Modi, who inaugurated the complex virtually, paid homage to the Jallianwala Bagh martyrs.
“The global developments remind us of the importance of self-reliance and self-confidence. At a time when we are celebrating Amrut Mahotsav, we should strengthen our nation’s foundation and take pride in it,” the prime minister said.
“Today, if any Indian is in trouble anywhere in the world, then India stands up to help him with all its might. Be it the Corona period or the crisis of Afghanistan, the world has experienced it continuously. Hundreds of people from Afghanistan are being brought to India under Operation Devi Shakti,” the prime minister said.
He said the dedication of the renovated complex in the country’s 75th year of freedom is a matter of inspiration for all.
“It is the duty of every country to protect its history. Events of past teach us and give direction to move forward,” he said.

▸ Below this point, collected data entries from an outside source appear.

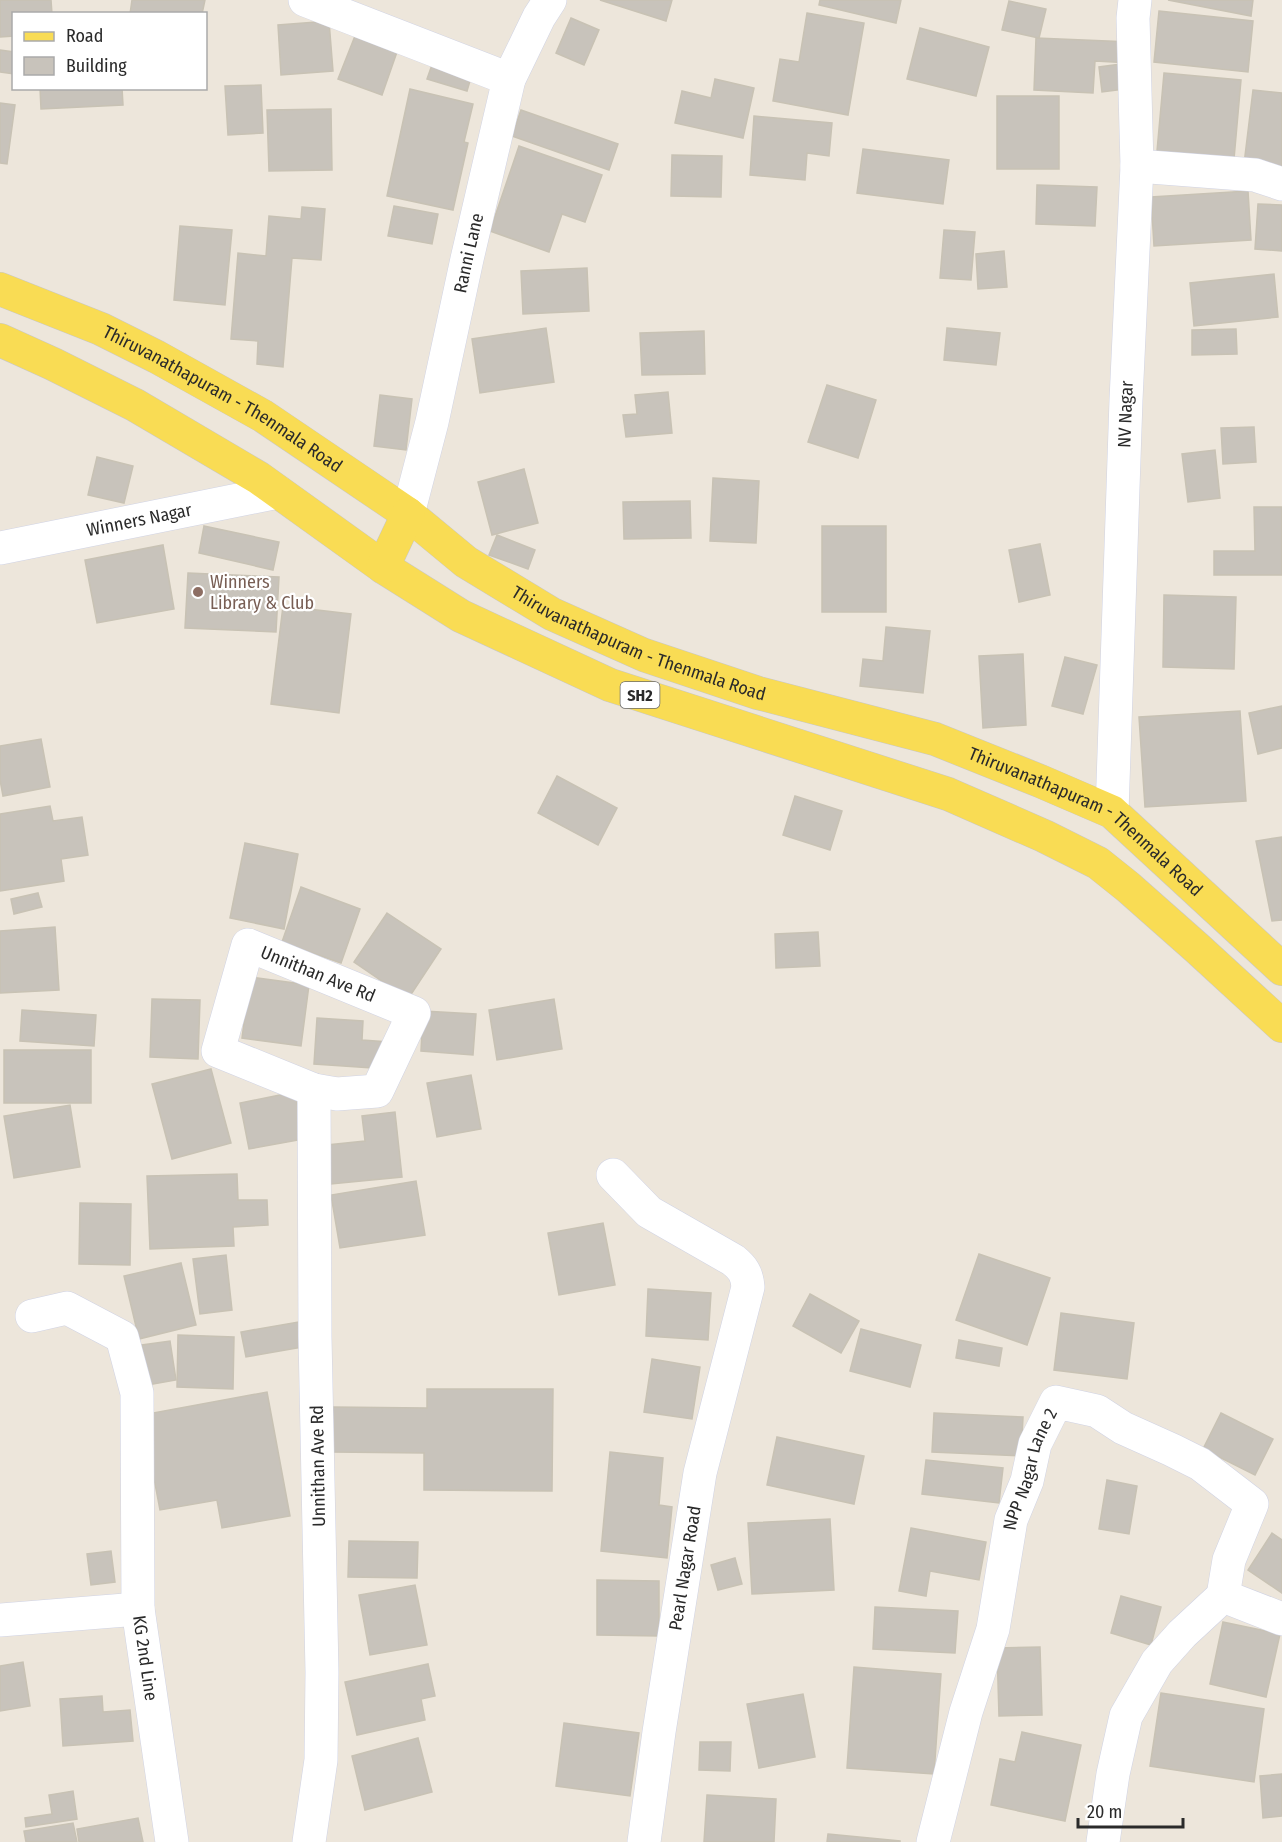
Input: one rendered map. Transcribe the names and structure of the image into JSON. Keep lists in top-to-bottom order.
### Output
{
  "streets": {
    "main road": ["Thiruvanathapuram - Thenmala Road", "SH2"],
    "street": [
      "Ranni Lane",
      "NV Nagar",
      "Winners Nagar",
      "Unnithan Ave Rd",
      "NPP Nagar Lane 2",
      "Pearl Nagar Road",
      "KG 2nd Line"
    ]
  },
  "crossings": [
    ["Ranni Lane", "Thiruvanathapuram - Thenmala Road"],
    ["Thiruvanathapuram - Thenmala Road", "NV Nagar"],
    ["Thiruvanathapuram - Thenmala Road", "Winners Nagar"]
  ],
  "places": ["Winners Library & Club"],
  "legend": ["Road", "Building"],
  "scale_bar": "20 m"
}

Horrors like the Jallianwala Bagh massacre and the Partition speak of the sacrifices made for India’s freedom and should not be forgotten as they inspire to keep the country above all, the prime minister said.
“It is not right for any country to ignore such horrors of its past,” he said, noting August 14 is now being observed as Partition Horrors Remembrance Day.
“This place will inspire future generations about the journey of our Independence movement, the sacrifices and countless struggles of our ancestors. What should be our duty towards our nation and how we should keep the country above all in everything we do, the inspiration for this will come from this place,” the PM said.
Quoting Gurbani, the prime minister said happiness emanates from empathy and service.
For the all-round progress of Punjab and the country, a combined effort is needed, he said, adding “virasat (heritage) and vikaas (development) must coexist”.
A wreath-laying ceremony was held and a two-minute silence was observed in the memory of martyrs of the Jallianwala massacre.
Museum galleries have been developed at the memorial and the event showcased multiple development initiatives taken by the government to upgrade the complex.
A sound and light show has been set up to display the events of April 13, 1919.
Four museum galleries have been created through adaptive reuse of redundant and underutilised buildings.
They showcase the historical value of events that unfolded in Punjab during that period, with the fusion of audio-visual technology, including projection mapping and 3D representation, as well as art and sculptural installations.
Over 1,000 people were killed and hundreds wounded on April 13, 1919 when British troops fired indiscriminately on an unarmed gathering of thousands who had assembled in Jallianwala Bagh in Punjab amid nationwide protests against the Rowlatt Act which had extended wartime repressive measures.